By the time the langoustines arrived that day, it was clear to Sabine that everyone had left except for Escoffier, Delphine, and the two nurses—she could hear them all moving on the floor above her. Everyone else was gone. For how long was uncertain. No one bothered to tell her anything. No matter. Sabine topped off her teacup with more champagne and opened Escoffier's cookbook to the “Fish and Seafood” section while the langoustines snapped.

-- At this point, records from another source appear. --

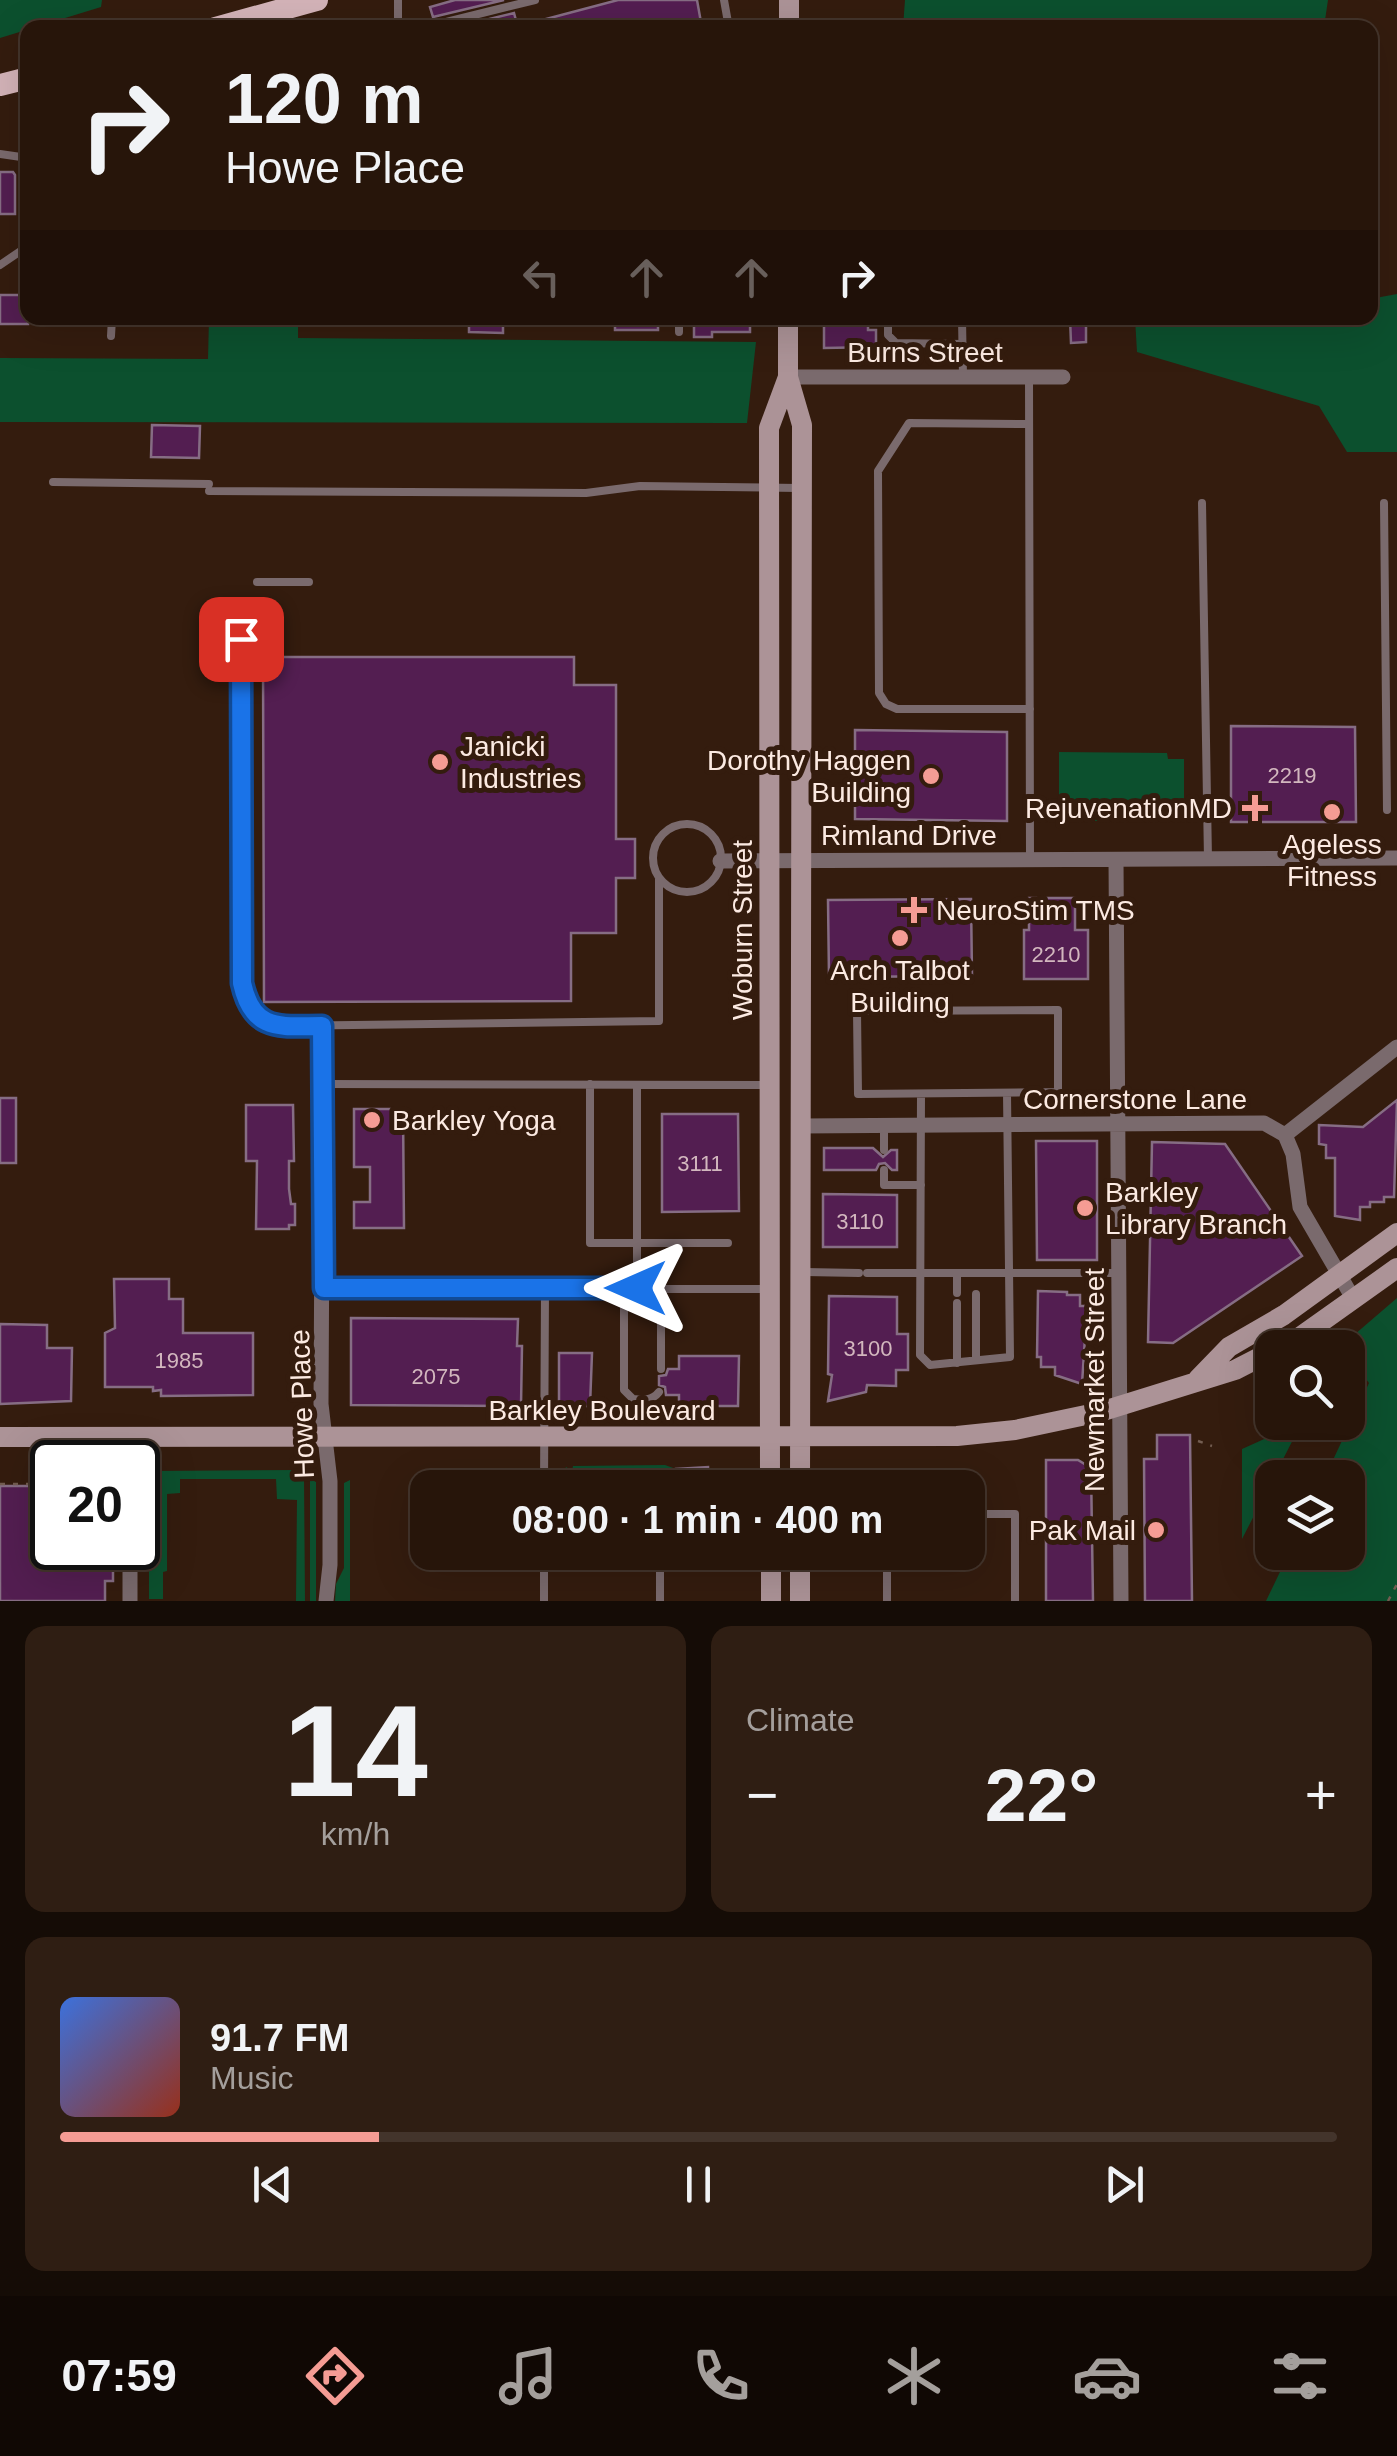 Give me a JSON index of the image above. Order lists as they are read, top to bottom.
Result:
{
  "streets": {
    "main road": ["Woburn Street", "Barkley Boulevard"],
    "street": [
      "Burns Street",
      "Rimland Drive",
      "Cornerstone Lane",
      "Newmarket Street",
      "Howe Place"
    ]
  },
  "crossings": [
    ["Burns Street", "Woburn Street"],
    ["Rimland Drive", "Woburn Street"],
    ["Rimland Drive", "Newmarket Street"],
    ["Woburn Street", "Cornerstone Lane"],
    ["Woburn Street", "Barkley Boulevard"],
    ["Cornerstone Lane", "Newmarket Street"],
    ["Newmarket Street", "Barkley Boulevard"],
    ["Howe Place", "Barkley Boulevard"]
  ],
  "places": {
    "other": [
      "Janicki Industries",
      "Dorothy Haggen Building",
      "Ageless Fitness",
      "Arch Talbot Building",
      "Barkley Yoga",
      "Barkley Library Branch",
      "Pak Mail"
    ],
    "health": ["RejuvenationMD", "NeuroStim TMS"]
  },
  "house_numbers": [
    "2219",
    "2210",
    "3111",
    "3110",
    "3100",
    "1985",
    "2075"
  ],
  "page": {
    "turn": ["120 m", "Howe Place"],
    "limit": "20",
    "trip": "08:00 · 1 min · 400 m",
    "tile": [
      ["14", "km/h"],
      "Climate"
    ],
    "heat": ["−", "22°", "+"],
    "song": ["91.7 FM", "Music"],
    "tabs": "07:59"
  }
}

“Are you crayfish or lobsters?” she asked. The shellfish were silent on that matter. Sabine decided that they could be lobsters for her purposes. They looked just like them. After taking the size difference into account, with just a few adjustments to the recipe, dinner would be, finally, a decent meal. It would be the type of meal one would expect in the house of Escoffier.

“I must advise all of you to take a moment to consider your eternal soul,” she said to the assembled crustaceans and her stomach growled.

The first recipe in the lobster section was for
Homard à l'Américaine
. Since Sabine was wearing her red high heels that looked like the dancing shoes of that American Ginger Rogers, she decided that American-style devil bugs were fitting. It began:

“The first essential condition is that the lobster should be alive. Sever and slightly crush claws, cut the tail into sections, split the shell lengthwise. Put aside the intestines and the coral.”

Alive?

Even for Sabine that seemed a bit cruel. Yes, the langoustines were both annoying and delicious but tearing them apart was unseemly. Her grandmother usually made a
Monégasque
dish of them. It was peasant food, and not suitable for the likes of Escoffier, but it was so delicious it was known to bring tears to her father's eyes. Sabine could not remember how the shellfish were disposed of, probably with a prayer or two, but was sure that her frail grandmother did not hack devil bugs apart with a cleaver. Sabine took a hard drag from her cigarette and blew the smoke into tiny rings. The champagne made her feel exotic.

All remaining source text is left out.